[Saved entries]
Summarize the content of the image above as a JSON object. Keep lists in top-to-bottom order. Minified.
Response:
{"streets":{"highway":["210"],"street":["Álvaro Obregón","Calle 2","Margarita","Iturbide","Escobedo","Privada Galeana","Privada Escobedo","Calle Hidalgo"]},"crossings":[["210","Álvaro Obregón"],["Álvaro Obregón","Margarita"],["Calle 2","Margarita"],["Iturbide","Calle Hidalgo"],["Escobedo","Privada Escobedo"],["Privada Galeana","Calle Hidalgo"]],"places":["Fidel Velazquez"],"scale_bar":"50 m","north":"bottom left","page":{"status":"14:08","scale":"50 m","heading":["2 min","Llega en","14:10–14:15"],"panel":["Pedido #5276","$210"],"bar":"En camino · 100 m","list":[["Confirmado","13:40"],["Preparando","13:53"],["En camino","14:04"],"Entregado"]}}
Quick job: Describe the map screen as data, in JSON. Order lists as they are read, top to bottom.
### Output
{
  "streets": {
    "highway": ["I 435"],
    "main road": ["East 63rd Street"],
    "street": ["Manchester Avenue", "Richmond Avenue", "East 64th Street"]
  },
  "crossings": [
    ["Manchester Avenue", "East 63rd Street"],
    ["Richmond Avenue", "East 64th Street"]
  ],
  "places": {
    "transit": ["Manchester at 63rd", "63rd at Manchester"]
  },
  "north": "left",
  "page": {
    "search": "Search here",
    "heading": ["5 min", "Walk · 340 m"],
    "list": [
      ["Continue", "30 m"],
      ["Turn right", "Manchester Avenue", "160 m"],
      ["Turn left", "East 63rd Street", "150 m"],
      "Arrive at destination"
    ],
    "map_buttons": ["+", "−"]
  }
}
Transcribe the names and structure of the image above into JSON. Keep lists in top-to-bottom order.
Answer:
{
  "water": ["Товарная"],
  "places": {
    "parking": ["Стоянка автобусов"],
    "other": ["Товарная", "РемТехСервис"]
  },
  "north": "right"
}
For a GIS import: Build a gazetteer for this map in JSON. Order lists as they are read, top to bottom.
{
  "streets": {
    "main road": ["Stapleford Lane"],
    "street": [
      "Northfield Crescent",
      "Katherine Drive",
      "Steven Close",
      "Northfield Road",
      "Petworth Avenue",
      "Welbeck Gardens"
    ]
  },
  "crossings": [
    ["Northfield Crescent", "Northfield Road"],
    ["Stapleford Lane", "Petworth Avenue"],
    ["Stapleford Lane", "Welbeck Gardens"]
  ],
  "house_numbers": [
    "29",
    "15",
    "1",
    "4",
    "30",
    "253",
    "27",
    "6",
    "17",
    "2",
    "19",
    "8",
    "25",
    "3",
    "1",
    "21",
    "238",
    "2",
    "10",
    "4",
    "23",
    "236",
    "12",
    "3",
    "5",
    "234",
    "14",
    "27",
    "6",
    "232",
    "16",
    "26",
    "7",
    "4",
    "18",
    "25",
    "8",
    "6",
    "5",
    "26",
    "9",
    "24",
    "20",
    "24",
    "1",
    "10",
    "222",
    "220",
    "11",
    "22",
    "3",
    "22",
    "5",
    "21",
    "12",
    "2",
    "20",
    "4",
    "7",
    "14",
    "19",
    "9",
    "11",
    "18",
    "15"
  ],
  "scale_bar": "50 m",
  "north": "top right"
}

**Exercise objective**
This exercise calls for every record to be restated word for word.

**Response to the task**
Summarize the content of the image above as a JSON object. Keep lists in top-to-bottom order. Minified.
Response:
{"streets":{"highway":["210"],"street":["Álvaro Obregón","Calle 2","Margarita","Iturbide","Escobedo","Privada Galeana","Privada Escobedo","Calle Hidalgo"]},"crossings":[["210","Álvaro Obregón"],["Álvaro Obregón","Margarita"],["Calle 2","Margarita"],["Iturbide","Calle Hidalgo"],["Escobedo","Privada Escobedo"],["Privada Galeana","Calle Hidalgo"]],"places":["Fidel Velazquez"],"scale_bar":"50 m","north":"bottom left","page":{"status":"14:08","scale":"50 m","heading":["2 min","Llega en","14:10–14:15"],"panel":["Pedido #5276","$210"],"bar":"En camino · 100 m","list":[["Confirmado","13:40"],["Preparando","13:53"],["En camino","14:04"],"Entregado"]}}
Quick job: Describe the map screen as data, in JSON. Order lists as they are read, top to bottom.
### Output
{
  "streets": {
    "highway": ["I 435"],
    "main road": ["East 63rd Street"],
    "street": ["Manchester Avenue", "Richmond Avenue", "East 64th Street"]
  },
  "crossings": [
    ["Manchester Avenue", "East 63rd Street"],
    ["Richmond Avenue", "East 64th Street"]
  ],
  "places": {
    "transit": ["Manchester at 63rd", "63rd at Manchester"]
  },
  "north": "left",
  "page": {
    "search": "Search here",
    "heading": ["5 min", "Walk · 340 m"],
    "list": [
      ["Continue", "30 m"],
      ["Turn right", "Manchester Avenue", "160 m"],
      ["Turn left", "East 63rd Street", "150 m"],
      "Arrive at destination"
    ],
    "map_buttons": ["+", "−"]
  }
}
Transcribe the names and structure of the image above into JSON. Keep lists in top-to-bottom order.
Answer:
{
  "water": ["Товарная"],
  "places": {
    "parking": ["Стоянка автобусов"],
    "other": ["Товарная", "РемТехСервис"]
  },
  "north": "right"
}
For a GIS import: Build a gazetteer for this map in JSON. Order lists as they are read, top to bottom.
{
  "streets": {
    "main road": ["Stapleford Lane"],
    "street": [
      "Northfield Crescent",
      "Katherine Drive",
      "Steven Close",
      "Northfield Road",
      "Petworth Avenue",
      "Welbeck Gardens"
    ]
  },
  "crossings": [
    ["Northfield Crescent", "Northfield Road"],
    ["Stapleford Lane", "Petworth Avenue"],
    ["Stapleford Lane", "Welbeck Gardens"]
  ],
  "house_numbers": [
    "29",
    "15",
    "1",
    "4",
    "30",
    "253",
    "27",
    "6",
    "17",
    "2",
    "19",
    "8",
    "25",
    "3",
    "1",
    "21",
    "238",
    "2",
    "10",
    "4",
    "23",
    "236",
    "12",
    "3",
    "5",
    "234",
    "14",
    "27",
    "6",
    "232",
    "16",
    "26",
    "7",
    "4",
    "18",
    "25",
    "8",
    "6",
    "5",
    "26",
    "9",
    "24",
    "20",
    "24",
    "1",
    "10",
    "222",
    "220",
    "11",
    "22",
    "3",
    "22",
    "5",
    "21",
    "12",
    "2",
    "20",
    "4",
    "7",
    "14",
    "19",
    "9",
    "11",
    "18",
    "15"
  ],
  "scale_bar": "50 m",
  "north": "top right"
}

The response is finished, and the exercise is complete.